• **Record set**:
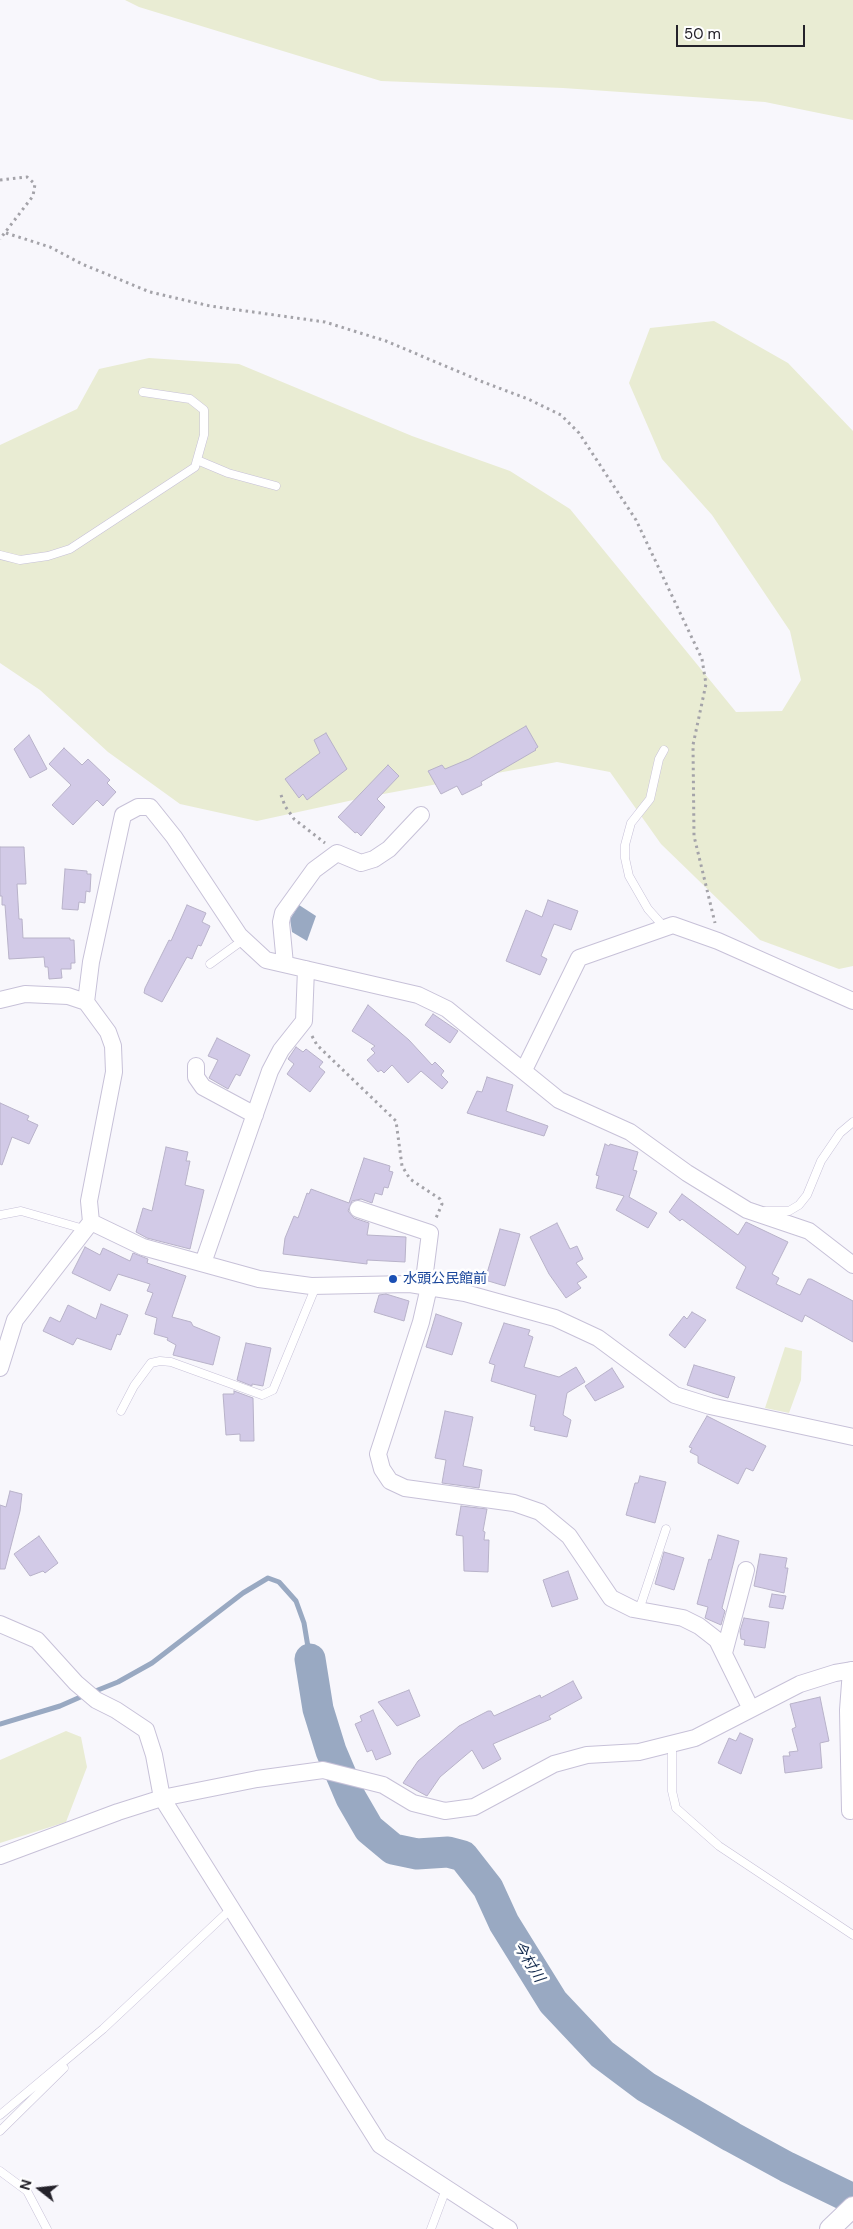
<!DOCTYPE html>
<html>
<head>
<meta charset="utf-8">
<style>
	body { margin:0 }
	#map { position:relative; width:853px; height:2229px; overflow:hidden; background:#f8f7fc; font-family:"DM Sans",sans-serif }
	canvas { display:block }
	.north { position:absolute; left:15px; top:2164px; width:50px; height:50px; -webkit-text-stroke:4px #fff; paint-order:stroke; rotate:286deg; font-size:14px; font-weight:700; line-height:20px; text-align:center; color:#24222a }
	.north::after { content:''; display:block; margin:auto; width:18px; height:22px; background:#24222a; clip-path:polygon(50% 0,100% 100%,50% 72%,0 100%) }
	.scale { position:absolute; left:676px; top:25px; width:129px; height:22px; box-sizing:border-box; border:2px solid #24222a; border-top:0; padding-left:6px; font-size:15px; line-height:18px; white-space:nowrap; color:#24222a; -webkit-text-stroke:4px #fff; paint-order:stroke }
</style>
</head>
<body>
<div id="map">
<canvas width="853" height="2229"></canvas>
<div class="north">N</div>
<div class="scale">50 m</div>
</div>
<script>
const c = document.querySelector('canvas').getContext('2d');
c.lineJoin = 'round';
function fill(path, color) {
  c.fillStyle = color;
  c.fill(path, 'evenodd');
}
function toPath(rows) {
  const path = new Path2D();
  for (const r of rows) {
    path.moveTo(r[0], r[1]);
    for (let i = 2; i < r.length; i += 2) path.lineTo(r[i], r[i + 1]);
  }
  return path;
}
function stroke(path, color, width, dash) {
  c.strokeStyle = color;
  c.lineWidth = width;
  c.lineCap = dash ? 'butt' : 'round';
  c.setLineDash(dash || []);
  c.stroke(path);
}
function drawText(font, color, halo, rows, align = 'center') {
  c.font = font + ' "DM Sans","Noto Sans JP",sans-serif';
  c.lineWidth = 5;
  c.setLineDash([]);
  c.textBaseline = 'middle';
  c.strokeStyle = halo;
  c.fillStyle = color;
  for (const [text, x, y, turn = 0] of rows) {
    c.save();
    c.translate(x, y);
    c.rotate((+turn || 0) * Math.PI / 180);
    c.textAlign = isNaN(turn) ? turn : align;
    if (halo) c.strokeText(text, 0, 0);
    c.fillText(text, 0, 0);
    c.restore();
  }
}
const green = toPath([
	[125,0,853,0,853,120,765,102,563,88,381,81,139,7],
	[714,321,788,363,853,431,853,966,839,969,760,940,661,844,610,772,557,762,367,797,257,821,180,804,108,752,40,690,0,663,0,445,77,409,99,369,149,358,239,364,412,436,510,471,570,509,736,712,782,711,801,680,790,631,712,515,662,459,629,383,650,328],
	[785,1347,802,1351,801,1380,789,1413,765,1408],
	[66,1731,81,1737,87,1767,66,1822,0,1843,0,1760]
]);
const water = toPath([
	[299,905,316,916,307,941,292,932,290,919]
]);
const stream = toPath([
	[93,1692,118,1682,152,1663,243,1593,268,1578,279,1582,296,1601,304,1623,310,1659],
	[0,1724,60,1706,85,1695]
]);
const river = toPath([
	[310,1659,318,1709,331,1751,351,1798,369,1829,393,1849,417,1854,448,1852,463,1856,488,1888,504,1923,553,2002,602,2054,646,2087,732,2137,787,2167,853,2199]
]);
const building = toPath([
	[526,726,538,747,535,749,536,750,481,782,482,785,462,795,457,786,441,794,428,771,442,765,445,769,469,759,526,726],
	[326,733,347,769,307,800,303,794,299,798,285,779,320,753,314,740,326,733],
	[29,735,47,769,30,778,14,749,29,735],
	[64,748,82,765,88,759,110,780,107,783,116,792,103,806,97,800,73,825,52,805,71,785,49,764,64,748],
	[388,765,399,776,377,799,385,807,361,836,357,832,355,833,338,817,388,765],
	[0,847,24,847,26,884,17,884,19,919,22,919,23,938,70,938,70,940,74,940,75,963,71,963,71,969,61,969,62,978,49,979,48,967,45,967,44,957,9,959,5,905,2,905,2,896,0,896,0,847],
	[65,869,87,871,87,874,91,874,90,892,86,891,85,903,79,902,78,910,62,909,65,869],
	[548,900,578,911,571,930,554,924,541,956,547,959,540,975,506,961,526,910,542,917,548,900],
	[187,905,206,913,202,922,210,926,201,946,198,945,192,959,187,957,162,1002,144,993,145,988,169,940,171,941,187,905],
	[368,1005,409,1040,432,1065,435,1062,444,1071,441,1075,448,1082,442,1089,421,1071,408,1083,392,1065,384,1073,381,1070,378,1072,367,1060,375,1053,371,1049,375,1046,352,1031,368,1005],
	[433,1014,458,1031,450,1043,425,1025,433,1014],
	[217,1038,250,1055,240,1076,236,1074,228,1089,209,1078,218,1060,208,1056,217,1038],
	[296,1047,303,1052,306,1049,323,1062,319,1067,325,1072,310,1092,287,1074,294,1064,288,1059,296,1047],
	[487,1077,513,1085,506,1111,548,1126,544,1136,467,1113,477,1091,482,1092,487,1077],
	[0,1103,29,1116,27,1120,38,1125,29,1144,12,1137,2,1165,0,1164,0,1103],
	[605,1144,609,1146,610,1144,638,1152,633,1170,637,1171,629,1197,657,1213,648,1228,616,1210,624,1196,596,1188,599,1176,596,1175,605,1144],
	[166,1147,188,1152,186,1161,190,1161,185,1185,204,1190,190,1249,147,1238,136,1232,143,1208,152,1211,166,1147],
	[364,1158,390,1166,389,1171,393,1172,388,1188,384,1187,382,1195,375,1193,372,1203,361,1199,352,1201,348,1211,354,1218,369,1223,367,1235,406,1237,405,1262,367,1260,367,1264,283,1254,285,1238,294,1216,298,1218,307,1193,309,1194,311,1189,349,1203,364,1158],
	[682,1194,738,1235,746,1222,788,1242,772,1274,779,1278,776,1284,800,1295,808,1279,811,1279,853,1301,853,1342,805,1315,802,1322,736,1288,746,1267,682,1219,680,1221,669,1212,682,1194],
	[557,1223,570,1249,577,1246,583,1259,576,1263,587,1277,577,1283,581,1288,566,1298,549,1274,530,1237,557,1223],
	[500,1229,520,1234,505,1286,485,1280,500,1229],
	[85,1247,100,1255,103,1248,130,1261,133,1253,148,1259,147,1263,186,1276,172,1317,191,1322,193,1326,220,1337,213,1365,173,1355,176,1345,167,1340,168,1338,154,1334,157,1318,145,1314,153,1293,147,1291,150,1284,118,1274,110,1291,72,1273,85,1247],
	[386,1294,409,1301,404,1321,374,1312,379,1295,386,1294],
	[101,1304,128,1315,120,1335,117,1334,111,1350,77,1338,73,1345,43,1331,50,1317,60,1322,68,1305,96,1319,101,1304],
	[692,1312,706,1320,685,1348,669,1335,684,1316,687,1319,692,1312],
	[436,1314,462,1323,452,1355,426,1347,436,1314],
	[504,1323,530,1330,528,1335,533,1337,524,1367,559,1377,576,1367,585,1382,567,1393,563,1415,571,1420,567,1437,534,1430,535,1427,530,1426,536,1395,491,1381,495,1365,489,1363,504,1323],
	[246,1343,271,1348,263,1386,252,1384,252,1386,237,1380,246,1343],
	[694,1365,735,1377,728,1398,687,1385,694,1365],
	[612,1368,624,1387,595,1401,585,1386,612,1368],
	[234,1391,253,1398,254,1441,240,1441,240,1434,226,1435,223,1394,234,1394,234,1391],
	[445,1411,473,1417,463,1466,482,1470,479,1488,442,1483,446,1460,435,1458,445,1411],
	[707,1416,766,1446,753,1471,746,1468,738,1484,698,1463,698,1456,690,1452,692,1448,689,1447,707,1416],
	[640,1476,666,1482,655,1523,626,1515,635,1483,638,1483,640,1476],
	[10,1491,22,1494,20,1511,5,1569,0,1569,0,1505,6,1507,10,1491],
	[461,1506,487,1509,483,1531,485,1532,484,1540,489,1540,488,1572,464,1571,463,1536,456,1535,461,1506],
	[718,1535,739,1541,722,1608,725,1611,721,1625,705,1618,708,1607,697,1604,709,1559,711,1560,718,1535],
	[39,1536,58,1563,45,1573,43,1571,30,1576,14,1554,39,1536],
	[664,1552,684,1558,674,1590,655,1584,664,1552],
	[760,1554,787,1558,785,1568,788,1568,784,1593,754,1586,760,1554],
	[568,1571,578,1599,552,1607,543,1580,568,1571],
	[772,1594,786,1596,783,1609,769,1607,772,1594],
	[744,1618,769,1622,765,1648,744,1645,745,1640,741,1639,740,1631,744,1618],
	[573,1681,582,1698,549,1716,551,1719,493,1744,501,1759,483,1769,472,1750,440,1777,427,1796,403,1783,418,1761,459,1726,488,1711,491,1711,494,1716,540,1695,541,1698,573,1681],
	[409,1690,420,1716,397,1726,378,1702,409,1690],
	[820,1697,829,1741,820,1743,822,1768,785,1773,783,1756,790,1756,789,1752,798,1751,792,1729,796,1727,790,1704,820,1697],
	[373,1710,391,1754,376,1760,372,1750,367,1752,355,1724,362,1721,360,1716,373,1710],
	[740,1733,753,1739,741,1774,718,1763,729,1738,736,1741,740,1733]
]);
const path = toPath([
	[0,180,27,177,35,184,33,196,0,239],
	[6,233,50,247,82,264,150,292,210,306,325,322,386,341,483,382,528,399,561,415,579,433,636,520,702,659,706,684,693,745,694,836,715,923],
	[281,795,285,806,294,819,325,843],
	[312,1036,317,1045,396,1121,402,1166,410,1179,440,1199,442,1204,436,1218]
]);
const service = toPath([
	[197,460,228,473,276,486],
	[0,555,20,560,48,556,70,549,195,467,204,435,204,410,190,399,143,392],
	[664,750,659,759,650,799,631,823,625,845,625,858,629,876,648,909,665,928],
	[210,964,243,940],
	[765,1211,789,1211,799,1205,807,1195,821,1161,840,1133,853,1122],
	[0,1215,21,1211,84,1229],
	[121,1411,134,1386,151,1363,160,1361,171,1362,262,1395,273,1390,316,1286],
	[639,1610,666,1529],
	[672,1744,672,1791,676,1808,719,1846,853,1935],
	[0,2115,103,2029,231,1909],
	[0,2131,64,2068],
	[0,2171,27,2191,47,2229],
	[431,2229,446,2189]
]);
const minor = toPath([
	[285,964,281,922,283,913,314,870,337,853,361,863,374,859,389,849,421,815],
	[0,1000,25,994,68,996,86,1002,108,1032,113,1046,114,1072,89,1201,91,1222,15,1320,0,1368],
	[86,1002,91,962,123,815,138,807,150,807,174,837,239,935,266,960,418,995,447,1009,559,1100,630,1132,687,1173,747,1210,809,1231,853,1265],
	[196,1066,196,1077,203,1087,255,1115],
	[524,1070,579,958,673,925,718,941,853,1001],
	[358,1209,430,1233,425,1272,429,1287,421,1322,378,1454,382,1469,390,1481,405,1488,514,1503,540,1512,569,1536,611,1598,633,1609,683,1618,699,1626,717,1640,751,1709],
	[91,1222,143,1247,259,1279,311,1286,410,1284,465,1293,555,1318,598,1338,675,1395,710,1406,853,1437],
	[203,1263,270,1071,281,1050,304,1021,306,969],
	[0,1624,37,1640,76,1683,96,1700,116,1710,146,1730,154,1755,162,1798,380,2145,509,2229],
	[724,1653,746,1570],
	[850,1811,848,1710,851,1670],
	[0,1856,118,1812,162,1798,257,1779,323,1770,383,1785,413,1803,445,1811,474,1807,554,1764,587,1755,639,1752,695,1738,800,1684,835,1673,853,1670]
]);
const tertiary = toPath([
	[830,2229,853,2207]
]);
const markers = [
	[393,1279,5,"#1a4fb4"]
];
const transitNames = [
	["水頭公民館前",403,1279]
];
const waterNames = [
	["今村川",528,1962,58]
];
fill(green, '#e9ecd3');
fill(water, '#99a9c2');
stroke(stream, '#99a9c2', 5);
stroke(river, '#99a9c2', 31);
fill(building, '#d2cae7');
stroke(building, '#b8b2c9', 1);
stroke(service, '#c7c1d8', 9);
stroke(minor, '#c7c1d8', 18);
stroke(tertiary, '#c7c1d8', 22);
stroke(path, '#a4a3a9', 3, [2.5, 4]);
stroke(service, '#fff', 8);
stroke(minor, '#fff', 16);
stroke(tertiary, '#fff', 20);
for (const [x, y, r, color] of markers) {
  const dot = new Path2D();
  dot.arc(x, y, r, 0, 2 * Math.PI);
  c.fillStyle = color;
  c.fill(dot);
  stroke(dot, '#fff', 2);
}
drawText('14px', '#164399', '#fff', transitNames, 'left');
drawText('italic 15px', '#142b4e', '#fff', waterNames);
</script>
</body>
</html>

• **What to do**:
Among the records above, find each line holding "green" and list it.

• **Response to this task**:
const green = toPath([
fill(green, '#e9ecd3');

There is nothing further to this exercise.